Terry Branstad (17 November 1946-) was Governor of Iowa (R) from 14 January 1983 to 15 January 1999 (succeeding Robert D. Ray and preceding Tom Vilsack) and from 14 January 2011 to 24 May 2017 (succeeding Chet Culver and preceding Kim Reynolds), as well as US Ambassador to China from 12 July 2017 (succeeding Max Baucus).
Biography[]
Terry Branstad was born in Leland, Iowa in 1946, the son of a Norwegian father and a Jewish mother; while he was raised Lutheran, he later converted to Catholicism. He served in the US Army from 1969 to 1971, serving as a military policeman at Fort Bragg in North Carolina. Branstad went on to serve in the State House from 1973 to 1979, as Lieutenant Governor from 1979 to 1983, and as Governor from 1983 to 1999. He was elected Governor at 36, becoming the youngest governor in Iowa history, and he served four consecutive terms.

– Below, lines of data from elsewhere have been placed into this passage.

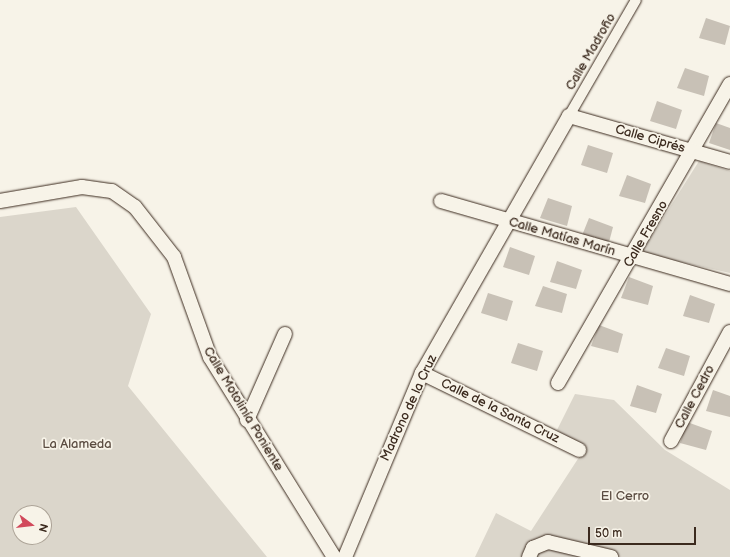 <!DOCTYPE html>
<meta charset="utf-8">
<style>
body{margin:0}
#map{position:relative;width:730px;height:557px;overflow:hidden;background:#f7f3e8;font-family:"Balsamiq Sans",sans-serif}
div>[style]{position:absolute}
.green>*{inset:0;background:#dbd6cb}
.building>*{inset:0;background:#c8c1b6}
.roads{filter:drop-shadow(0 0 1px #3b2a1e) drop-shadow(0 0 1px #3b2a1e)}
.pedestrian>*{height:10px;margin:-5px;padding:0 5px;transform-origin:5px;border-radius:5px;background:#f7f3e8}
.minor>*{height:14px;margin:-7px;padding:0 7px;transform-origin:7px;border-radius:7px;background:#f7f3e8}
span{translate:-50% -50%;white-space:nowrap;text-align:center;line-height:1.15;-webkit-text-stroke:3.5px #f7f3e8;paint-order:stroke}
.street-label{font-size:13px;color:#3b2a1e}
.park-label{font-size:13px;color:#5b4c41}
.north{position:absolute;left:12px;top:505px;width:40px;height:40px;box-sizing:border-box;background:#f7f3e8;border:1px solid #aca397;border-radius:50%;rotate:105deg;font-size:11px;font-weight:700;line-height:16px;text-align:center;color:#3b2a1e}
.north::after{content:'';display:block;margin:auto;width:14px;height:18px;background:#d1495b;clip-path:polygon(50% 0,100% 100%,50% 72%,0 100%)}
.scale{position:absolute;left:588px;top:527px;width:108px;height:18px;box-sizing:border-box;border:2px solid #3b2a1e;border-top:0;padding-left:5px;font-size:12px;line-height:14px;white-space:nowrap;color:#3b2a1e;-webkit-text-stroke:3px #f7f3e8;paint-order:stroke}
</style>
<div id="map">
<div class="green">
<i style="clip-path:polygon(699px 161px,730px 171px,730px 273px,641px 253px)"></i>
<i style="clip-path:polygon(evenodd,76px 207px,151px 314px,128px 386px,267px 557px,0 557px,0 217px,76px 207px,20px 513px,44px 513px,44px 537px,20px 537px,20px 513px)"></i>
<i style="clip-path:polygon(575px 394px,614px 400px,665px 450px,730px 490px,730px 557px,475px 557px,496px 513px,531px 531px,585px 448px,557px 430px)"></i>
</div>
<div class="building">
<i style="clip-path:polygon(706px 18px,730px 26px,725px 45px,699px 38px)"></i>
<i style="clip-path:polygon(685px 68px,709px 76px,704px 96px,677px 88px)"></i>
<i style="clip-path:polygon(657px 101px,682px 110px,676px 129px,650px 121px)"></i>
<i style="clip-path:polygon(716px 123px,730px 128px,730px 150px,709px 143px)"></i>
<i style="clip-path:polygon(588px 145px,613px 153px,607px 173px,581px 165px)"></i>
<i style="clip-path:polygon(627px 175px,651px 184px,645px 203px,619px 196px)"></i>
<i style="clip-path:polygon(548px 198px,572px 206px,567px 226px,540px 218px)"></i>
<i style="clip-path:polygon(589px 218px,613px 227px,608px 246px,581px 238px)"></i>
<i style="clip-path:polygon(510px 247px,535px 256px,529px 275px,503px 267px)"></i>
<i style="clip-path:polygon(557px 261px,582px 270px,576px 289px,550px 282px)"></i>
<i style="clip-path:polygon(629px 277px,653px 286px,648px 305px,621px 298px)"></i>
<i style="clip-path:polygon(543px 286px,567px 294px,562px 313px,535px 306px)"></i>
<i style="clip-path:polygon(488px 293px,513px 301px,507px 321px,481px 313px)"></i>
<i style="clip-path:polygon(690px 295px,715px 304px,709px 323px,683px 316px)"></i>
<i style="clip-path:polygon(599px 325px,623px 334px,618px 353px,591px 346px)"></i>
<i style="clip-path:polygon(518px 343px,543px 351px,537px 371px,511px 363px)"></i>
<i style="clip-path:polygon(666px 348px,690px 356px,684px 376px,658px 368px)"></i>
<i style="clip-path:polygon(637px 385px,662px 394px,656px 413px,630px 406px)"></i>
<i style="clip-path:polygon(713px 390px,730px 396px,730px 417px,706px 411px)"></i>
<i style="clip-path:polygon(687px 422px,712px 431px,706px 450px,680px 443px)"></i>
</div>
<div class="roads">
<div class="pedestrian">
<i style="left:569px;top:116px;width:134px;rotate:-60deg"></i>
</div>
<div class="minor">
<i style="left:0;top:201px;width:83px;rotate:-9.7deg"></i>
<i style="left:82px;top:187px;width:30px;rotate:8deg"></i>
<i style="left:112px;top:191px;width:28px;rotate:35deg"></i>
<i style="left:135px;top:207px;width:63px;rotate:52deg"></i>
<i style="left:174px;top:257px;width:106px;rotate:70.2deg"></i>
<i style="left:210px;top:357px;width:235px;rotate:58.2deg"></i>
<i style="left:441px;top:201px;width:301px;rotate:16deg"></i>
<i style="left:422px;top:373px;width:175px;rotate:26.1deg"></i>
<i style="left:558px;top:383px;width:345px;rotate:-60.1deg"></i>
<i style="left:247px;top:420px;width:94px;rotate:-66.2deg"></i>
<i style="left:671px;top:441px;width:124px;rotate:-61.6deg"></i>
<i style="left:345px;top:557px;width:199px;rotate:-67.3deg"></i>
<i style="left:422px;top:373px;width:296px;rotate:-60.2deg"></i>
<i style="left:569px;top:116px;width:167px;rotate:15.9deg"></i>
<i style="left:529px;top:557px;width:10px;rotate:-66deg"></i>
<i style="left:533px;top:548px;width:16px;rotate:-22deg"></i>
<i style="left:548px;top:542px;width:65px;rotate:13.4deg"></i>
</div>
</div>
<div class="street-label">
<span style="left:591px;top:52px;rotate:-60deg">Calle Madroño</span>
<span style="left:650px;top:139px;rotate:16deg">Calle Ciprés</span>
<span style="left:646px;top:234px;rotate:-60deg">Calle Fresno</span>
<span style="left:562px;top:237px;rotate:16deg">Calle Matías Marín</span>
<span style="left:695px;top:397px;rotate:-62deg">Calle Cedro</span>
<span style="left:409px;top:408px;rotate:-65deg">Madrono de la Cruz</span>
<span style="left:243px;top:409px;rotate:59deg">Calle Motolinía Poniente</span>
<span style="left:500px;top:411px;rotate:26deg">Calle de la Santa Cruz</span>
</div>
<div class="park-label">
<span style="left:77px;top:444px">La Alameda</span>
<span style="left:625px;top:496px">El Cerro</span>
</div>
<div class="north">N</div>
<div class="scale">50 m</div>
</div>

In 1983, he vetoed a bill that would allow a state lottery, and he decreased unemployment from 8.5% to 2.5% and turned a $90 million budget deficit into a $900 million budget surplus from 1983 to 1999. From 2003 to 2009, he served as President of Des Moines University, but he returned to serving as Governor from 2011 to 2017. In 2017, he expanded gun rights in his state, enacted a stand-your-ground law, expanded the rights of citizens to sue if they believed that their Second Amendment rights were being infringed, and expanded the gun rights of minors. In 2016, he was chosen by Donald Trump to serve as ambassador to China, as he had been friends with President Xi Jinping since Xi and an agricultural delegation had visited Iowa in 1985.